Today was a long travel day, the first flight took us across the Gulf of Oman into Pakistani airspace and then onto Ahmedabad, India, where we cleared customs and re-fueled. This was the India method: slow, multiple paper forms (remember carbon paper?), repetitive (scanned luggage in and out), and ended up a 3 hour stop.

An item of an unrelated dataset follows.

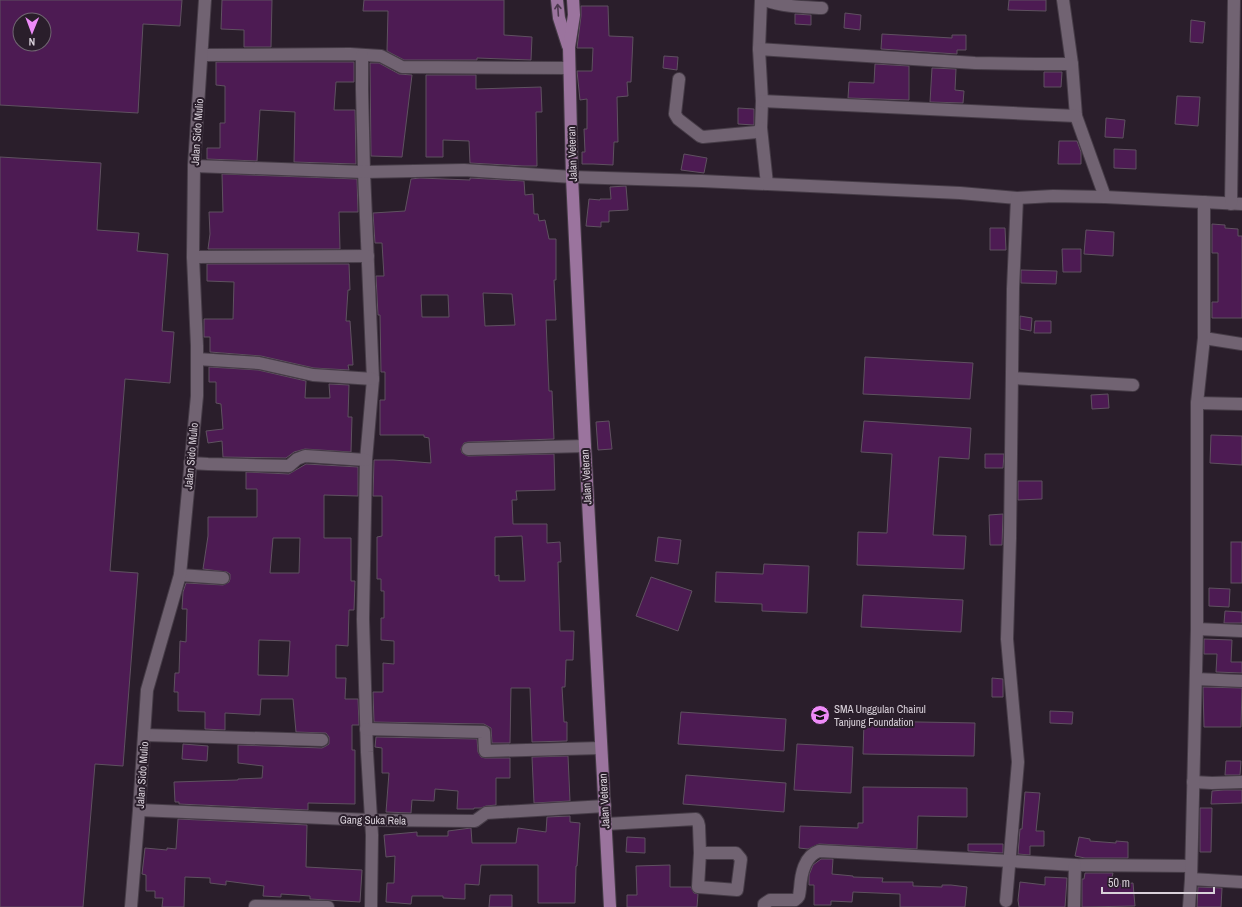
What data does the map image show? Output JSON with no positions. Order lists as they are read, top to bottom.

One highlight of this first flight came when the jet in our group had a moment of concern with Pakistan ATC. Pakistan ATC: “Sir, we have no clearance for you to enter India. Please turn around and go to Oman.” Jet Pilot: “Um, say again?” Pakistan ATC: “Sir, turn around and return to Muscat, Oman.” After a long pause…..Jet Pilot: “We cannot turn around. If we do, we will not have enought fuel to make it back to Oman. We will land in the ocean.” Of course our director solved this dilemma: thanks to the use of his satellite phone, awakening his colleague in USA and managing the conflict with logistics by obtaining the proper permit number. Once Pakistan ATC was given the permit number, he cleared them to enter India.
Next: Agra (planned 1 1/2 hour flight 380 NM) became a two hour flight at about 500 + NM. The thrill of darkness approaching, dodging storm clouds that exhibited electrical activity and the difficulty of getting ATC (air-traffic control) to acknowledge and clear us to decend morphed into a STRESSFUL experience. Tom’s aviator skills and decision making brought us through landing in darkness. Once our fourth airplane landed: Praise God and “It’s Miller Time!!” Or in India, Kingfisher time!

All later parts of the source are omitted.